=== TASK REQUIREMENTS ===
Starting at the line that contains "ctx.fill(dot);", repeat each line exactly through the last line of the listing, and repeat nothing else.

=== DATASET EXCERPTS ===

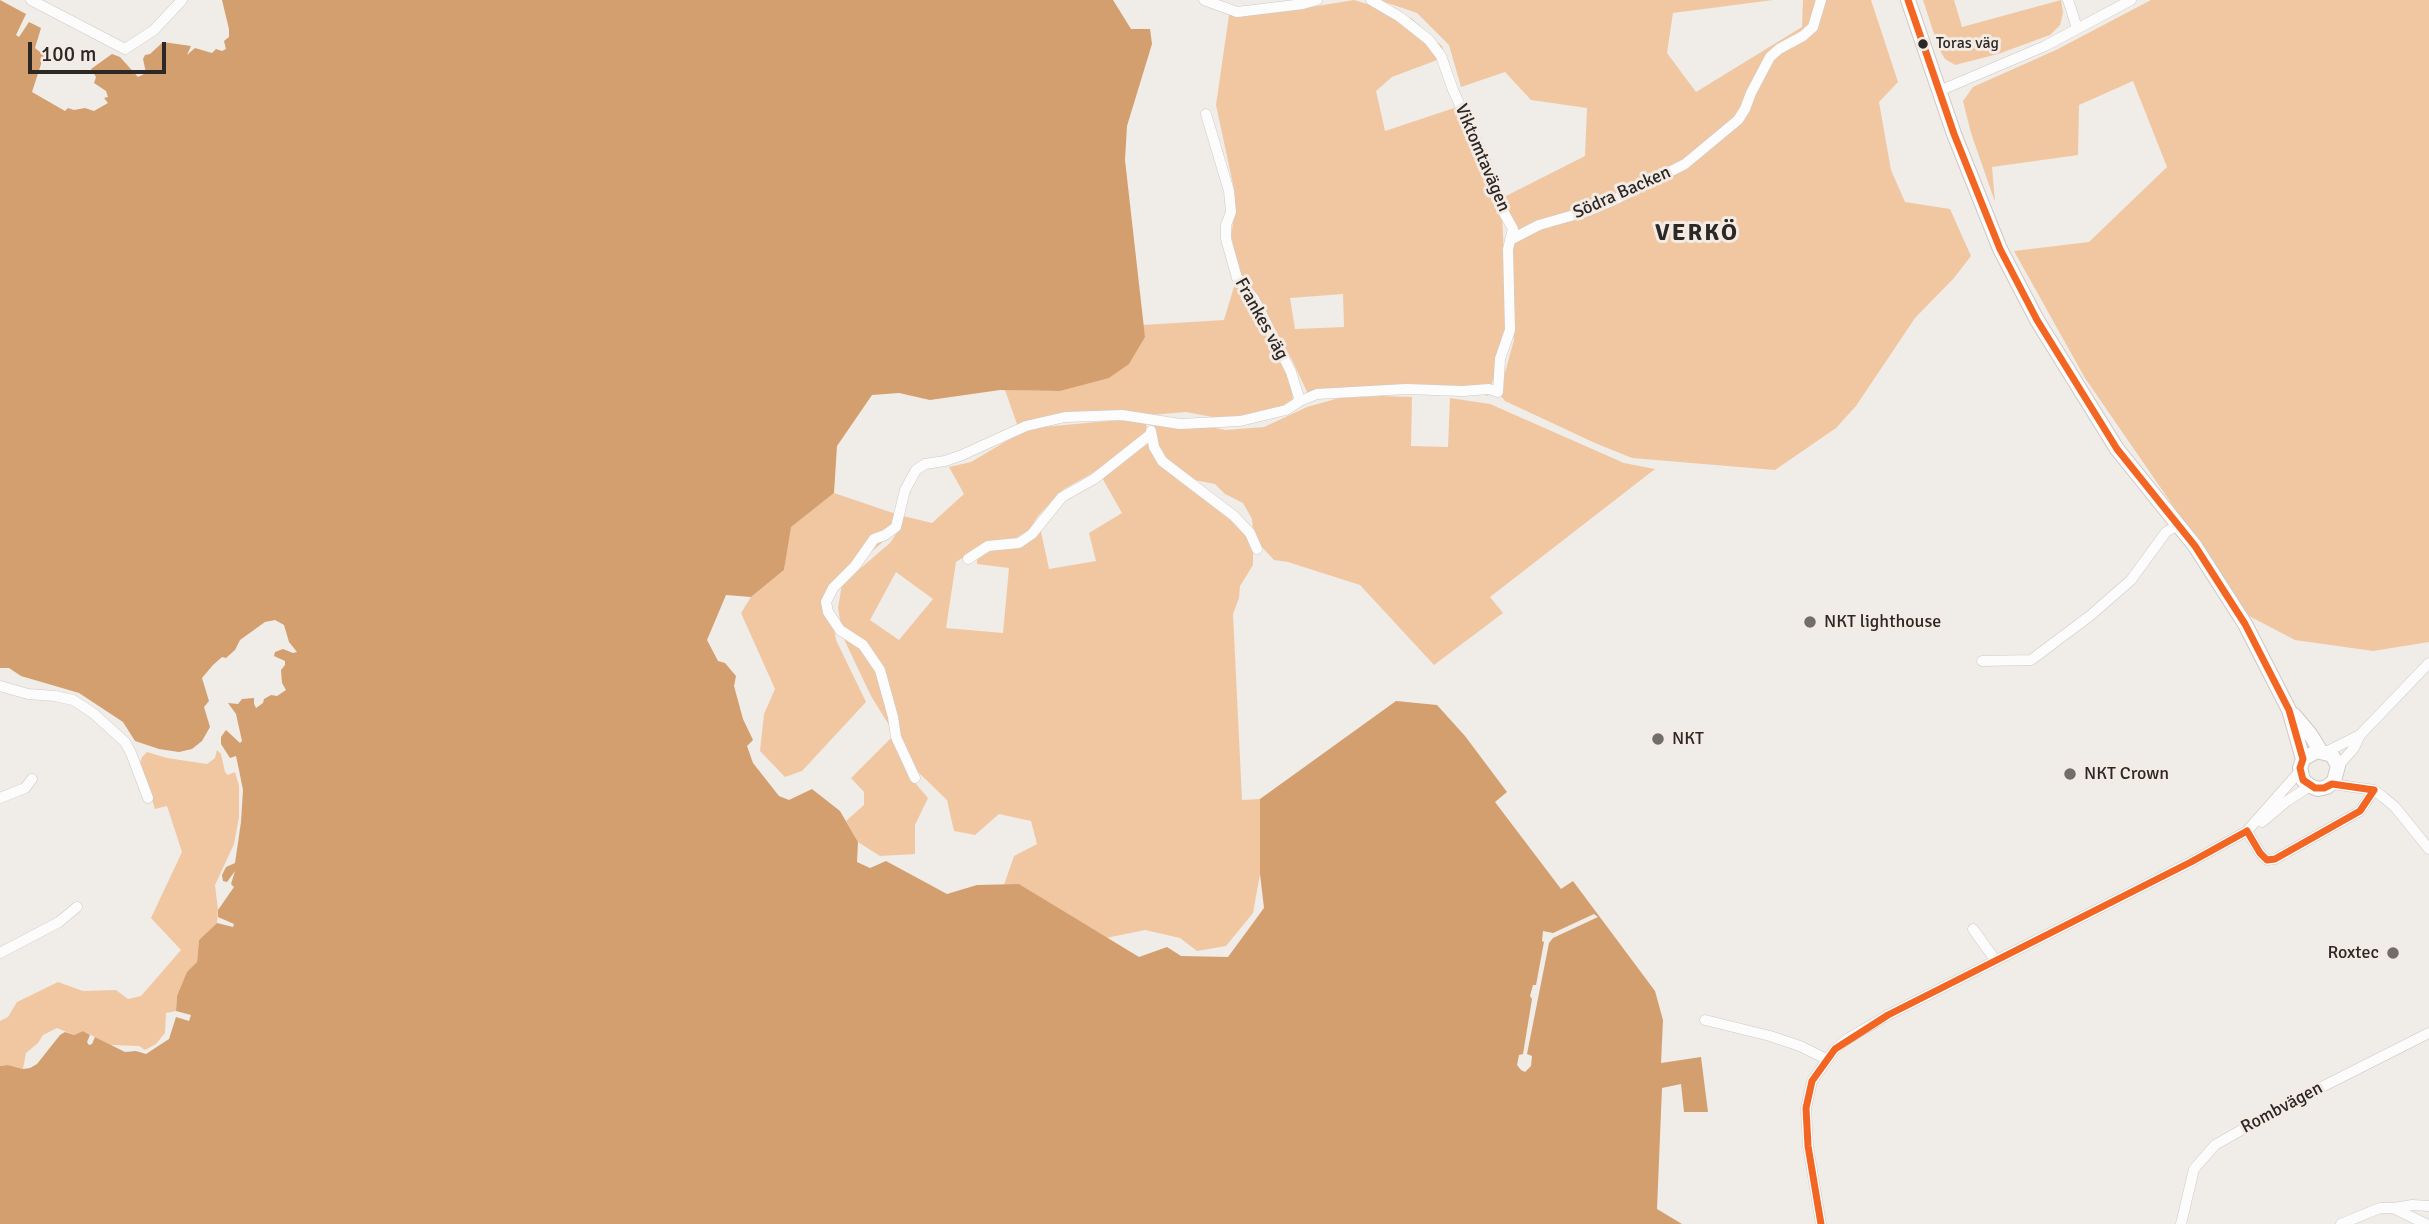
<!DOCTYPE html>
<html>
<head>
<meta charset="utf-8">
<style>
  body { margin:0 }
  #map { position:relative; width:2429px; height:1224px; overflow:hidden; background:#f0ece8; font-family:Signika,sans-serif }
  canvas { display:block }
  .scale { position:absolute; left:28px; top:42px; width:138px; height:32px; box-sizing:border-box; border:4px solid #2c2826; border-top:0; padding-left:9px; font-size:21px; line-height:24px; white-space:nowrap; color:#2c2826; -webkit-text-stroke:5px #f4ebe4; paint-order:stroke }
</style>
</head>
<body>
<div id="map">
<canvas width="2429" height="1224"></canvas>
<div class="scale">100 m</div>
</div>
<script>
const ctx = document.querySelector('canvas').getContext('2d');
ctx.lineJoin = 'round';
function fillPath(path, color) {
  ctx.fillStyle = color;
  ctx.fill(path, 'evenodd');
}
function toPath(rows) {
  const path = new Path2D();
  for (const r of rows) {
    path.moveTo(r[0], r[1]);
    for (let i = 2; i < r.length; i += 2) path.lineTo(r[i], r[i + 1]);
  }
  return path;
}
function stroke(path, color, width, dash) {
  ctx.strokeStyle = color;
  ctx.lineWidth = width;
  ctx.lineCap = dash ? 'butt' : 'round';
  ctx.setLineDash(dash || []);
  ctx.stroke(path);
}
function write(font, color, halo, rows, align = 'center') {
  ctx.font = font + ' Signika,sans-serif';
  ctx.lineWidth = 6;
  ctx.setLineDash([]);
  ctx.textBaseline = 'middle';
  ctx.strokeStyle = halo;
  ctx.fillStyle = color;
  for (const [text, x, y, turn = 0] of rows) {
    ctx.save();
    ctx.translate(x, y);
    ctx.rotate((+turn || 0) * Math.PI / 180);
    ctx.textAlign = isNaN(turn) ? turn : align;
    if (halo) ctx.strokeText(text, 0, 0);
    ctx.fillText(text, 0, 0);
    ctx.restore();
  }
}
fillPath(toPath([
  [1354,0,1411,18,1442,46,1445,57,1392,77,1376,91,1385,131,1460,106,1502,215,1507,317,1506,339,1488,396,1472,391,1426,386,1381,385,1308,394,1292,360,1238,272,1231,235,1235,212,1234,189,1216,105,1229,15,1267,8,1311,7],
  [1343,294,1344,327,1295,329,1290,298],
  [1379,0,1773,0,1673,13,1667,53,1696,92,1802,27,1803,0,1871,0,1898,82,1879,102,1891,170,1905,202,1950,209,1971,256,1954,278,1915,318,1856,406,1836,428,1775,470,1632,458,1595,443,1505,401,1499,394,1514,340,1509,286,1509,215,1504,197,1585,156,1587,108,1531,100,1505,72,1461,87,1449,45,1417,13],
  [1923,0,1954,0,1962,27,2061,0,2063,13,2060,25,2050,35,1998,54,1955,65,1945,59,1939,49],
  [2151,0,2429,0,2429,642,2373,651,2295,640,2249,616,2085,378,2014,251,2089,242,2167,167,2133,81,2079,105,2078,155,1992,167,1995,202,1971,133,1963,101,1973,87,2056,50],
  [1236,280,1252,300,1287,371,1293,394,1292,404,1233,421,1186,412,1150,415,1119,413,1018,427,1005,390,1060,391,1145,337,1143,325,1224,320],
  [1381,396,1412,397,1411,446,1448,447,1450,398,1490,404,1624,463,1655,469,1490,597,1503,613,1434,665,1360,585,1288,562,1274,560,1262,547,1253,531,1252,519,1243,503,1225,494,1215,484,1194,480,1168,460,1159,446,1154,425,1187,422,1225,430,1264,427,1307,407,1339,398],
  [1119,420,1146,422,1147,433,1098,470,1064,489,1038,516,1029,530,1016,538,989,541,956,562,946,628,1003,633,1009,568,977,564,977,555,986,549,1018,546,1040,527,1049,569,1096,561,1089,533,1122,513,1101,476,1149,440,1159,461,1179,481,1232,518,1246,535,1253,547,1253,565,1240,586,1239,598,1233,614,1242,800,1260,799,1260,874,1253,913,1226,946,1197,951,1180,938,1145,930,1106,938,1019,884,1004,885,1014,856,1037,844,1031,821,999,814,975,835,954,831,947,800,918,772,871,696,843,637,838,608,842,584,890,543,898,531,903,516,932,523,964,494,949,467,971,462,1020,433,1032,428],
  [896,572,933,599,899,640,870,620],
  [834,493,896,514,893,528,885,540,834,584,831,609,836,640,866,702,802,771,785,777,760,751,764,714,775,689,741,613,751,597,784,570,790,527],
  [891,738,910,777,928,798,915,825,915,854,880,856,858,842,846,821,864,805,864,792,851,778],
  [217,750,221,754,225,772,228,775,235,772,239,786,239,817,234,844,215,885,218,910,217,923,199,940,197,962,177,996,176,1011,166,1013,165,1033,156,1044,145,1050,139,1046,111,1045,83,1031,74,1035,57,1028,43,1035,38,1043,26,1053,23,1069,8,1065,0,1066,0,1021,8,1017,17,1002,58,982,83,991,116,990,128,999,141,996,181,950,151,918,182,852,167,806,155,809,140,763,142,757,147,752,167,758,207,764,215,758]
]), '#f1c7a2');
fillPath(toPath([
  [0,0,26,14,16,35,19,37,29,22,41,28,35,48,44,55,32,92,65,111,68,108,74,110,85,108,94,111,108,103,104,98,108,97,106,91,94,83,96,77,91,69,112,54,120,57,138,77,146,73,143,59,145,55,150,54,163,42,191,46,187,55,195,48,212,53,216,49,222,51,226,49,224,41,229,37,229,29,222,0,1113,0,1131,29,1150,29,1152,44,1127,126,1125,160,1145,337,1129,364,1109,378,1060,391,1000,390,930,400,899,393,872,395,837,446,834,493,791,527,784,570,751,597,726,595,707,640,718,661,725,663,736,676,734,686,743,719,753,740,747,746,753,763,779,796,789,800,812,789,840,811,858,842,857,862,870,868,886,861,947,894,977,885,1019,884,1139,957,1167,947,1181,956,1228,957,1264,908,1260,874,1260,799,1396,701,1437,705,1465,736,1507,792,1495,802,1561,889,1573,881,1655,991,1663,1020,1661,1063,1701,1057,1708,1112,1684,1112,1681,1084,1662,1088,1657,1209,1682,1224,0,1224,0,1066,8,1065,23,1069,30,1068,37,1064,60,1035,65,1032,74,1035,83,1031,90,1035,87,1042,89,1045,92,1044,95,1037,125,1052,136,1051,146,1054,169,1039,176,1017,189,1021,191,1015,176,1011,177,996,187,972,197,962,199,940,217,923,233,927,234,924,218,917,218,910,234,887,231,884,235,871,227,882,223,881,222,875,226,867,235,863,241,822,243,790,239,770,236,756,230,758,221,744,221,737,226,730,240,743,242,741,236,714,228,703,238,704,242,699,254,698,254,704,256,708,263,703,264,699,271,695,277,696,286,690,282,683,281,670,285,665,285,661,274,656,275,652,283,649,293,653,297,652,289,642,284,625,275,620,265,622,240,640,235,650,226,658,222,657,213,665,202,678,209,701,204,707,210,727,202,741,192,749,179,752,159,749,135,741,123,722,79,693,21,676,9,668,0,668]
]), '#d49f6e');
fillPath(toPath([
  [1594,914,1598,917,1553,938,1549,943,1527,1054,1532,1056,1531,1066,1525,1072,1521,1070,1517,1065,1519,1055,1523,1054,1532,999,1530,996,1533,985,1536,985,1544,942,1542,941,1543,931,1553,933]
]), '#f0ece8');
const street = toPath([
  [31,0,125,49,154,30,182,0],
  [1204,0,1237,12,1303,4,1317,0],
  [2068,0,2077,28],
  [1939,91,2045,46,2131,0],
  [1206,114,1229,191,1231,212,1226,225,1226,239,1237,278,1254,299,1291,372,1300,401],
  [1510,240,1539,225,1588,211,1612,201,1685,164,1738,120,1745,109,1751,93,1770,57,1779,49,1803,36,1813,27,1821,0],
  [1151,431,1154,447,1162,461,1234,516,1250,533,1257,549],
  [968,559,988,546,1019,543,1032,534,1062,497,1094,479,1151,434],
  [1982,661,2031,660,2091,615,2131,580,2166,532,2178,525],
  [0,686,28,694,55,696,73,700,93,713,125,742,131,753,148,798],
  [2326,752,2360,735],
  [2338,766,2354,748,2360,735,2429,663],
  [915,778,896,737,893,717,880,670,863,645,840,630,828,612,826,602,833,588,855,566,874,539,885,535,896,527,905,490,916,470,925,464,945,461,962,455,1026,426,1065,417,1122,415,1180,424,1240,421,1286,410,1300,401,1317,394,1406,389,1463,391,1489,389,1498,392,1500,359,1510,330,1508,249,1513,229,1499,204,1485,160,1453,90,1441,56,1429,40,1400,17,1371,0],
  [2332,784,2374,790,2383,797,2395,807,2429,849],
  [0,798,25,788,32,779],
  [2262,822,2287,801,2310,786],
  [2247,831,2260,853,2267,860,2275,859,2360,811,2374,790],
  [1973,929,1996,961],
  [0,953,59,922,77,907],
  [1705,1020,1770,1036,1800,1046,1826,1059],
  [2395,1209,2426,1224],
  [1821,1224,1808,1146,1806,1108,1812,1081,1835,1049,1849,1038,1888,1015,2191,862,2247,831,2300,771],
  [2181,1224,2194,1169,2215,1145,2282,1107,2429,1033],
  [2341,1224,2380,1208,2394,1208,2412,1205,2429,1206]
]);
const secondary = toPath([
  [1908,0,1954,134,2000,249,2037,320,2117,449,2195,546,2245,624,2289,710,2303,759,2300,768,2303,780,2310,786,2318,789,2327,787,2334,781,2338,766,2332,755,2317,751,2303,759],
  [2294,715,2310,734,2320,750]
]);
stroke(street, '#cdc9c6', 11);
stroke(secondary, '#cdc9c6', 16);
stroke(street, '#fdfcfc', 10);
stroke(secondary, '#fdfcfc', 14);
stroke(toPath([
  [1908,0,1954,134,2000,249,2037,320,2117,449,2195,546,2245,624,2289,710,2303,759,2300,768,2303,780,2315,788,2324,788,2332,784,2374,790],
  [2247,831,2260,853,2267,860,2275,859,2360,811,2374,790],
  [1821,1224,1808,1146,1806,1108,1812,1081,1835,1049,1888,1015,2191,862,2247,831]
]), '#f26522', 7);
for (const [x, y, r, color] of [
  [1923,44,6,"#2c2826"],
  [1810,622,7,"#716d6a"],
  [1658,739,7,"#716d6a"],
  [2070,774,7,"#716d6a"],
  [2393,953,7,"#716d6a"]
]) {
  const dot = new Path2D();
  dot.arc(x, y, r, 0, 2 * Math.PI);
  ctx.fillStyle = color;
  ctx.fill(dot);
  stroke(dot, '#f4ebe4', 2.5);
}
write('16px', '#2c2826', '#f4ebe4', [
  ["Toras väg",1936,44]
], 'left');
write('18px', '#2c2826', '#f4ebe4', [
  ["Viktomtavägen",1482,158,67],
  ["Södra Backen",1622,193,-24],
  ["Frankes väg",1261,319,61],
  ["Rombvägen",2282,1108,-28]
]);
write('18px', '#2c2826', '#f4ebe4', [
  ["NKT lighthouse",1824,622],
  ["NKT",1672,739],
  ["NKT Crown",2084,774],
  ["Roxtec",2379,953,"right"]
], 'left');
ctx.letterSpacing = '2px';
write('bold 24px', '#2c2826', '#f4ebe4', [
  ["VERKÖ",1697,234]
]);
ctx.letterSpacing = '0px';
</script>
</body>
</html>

=== YOUR SOLUTION ===
  ctx.fill(dot);
  stroke(dot, '#f4ebe4', 2.5);
}
write('16px', '#2c2826', '#f4ebe4', [
  ["Toras väg",1936,44]
], 'left');
write('18px', '#2c2826', '#f4ebe4', [
  ["Viktomtavägen",1482,158,67],
  ["Södra Backen",1622,193,-24],
  ["Frankes väg",1261,319,61],
  ["Rombvägen",2282,1108,-28]
]);
write('18px', '#2c2826', '#f4ebe4', [
  ["NKT lighthouse",1824,622],
  ["NKT",1672,739],
  ["NKT Crown",2084,774],
  ["Roxtec",2379,953,"right"]
], 'left');
ctx.letterSpacing = '2px';
write('bold 24px', '#2c2826', '#f4ebe4', [
  ["VERKÖ",1697,234]
]);
ctx.letterSpacing = '0px';
</script>
</body>
</html>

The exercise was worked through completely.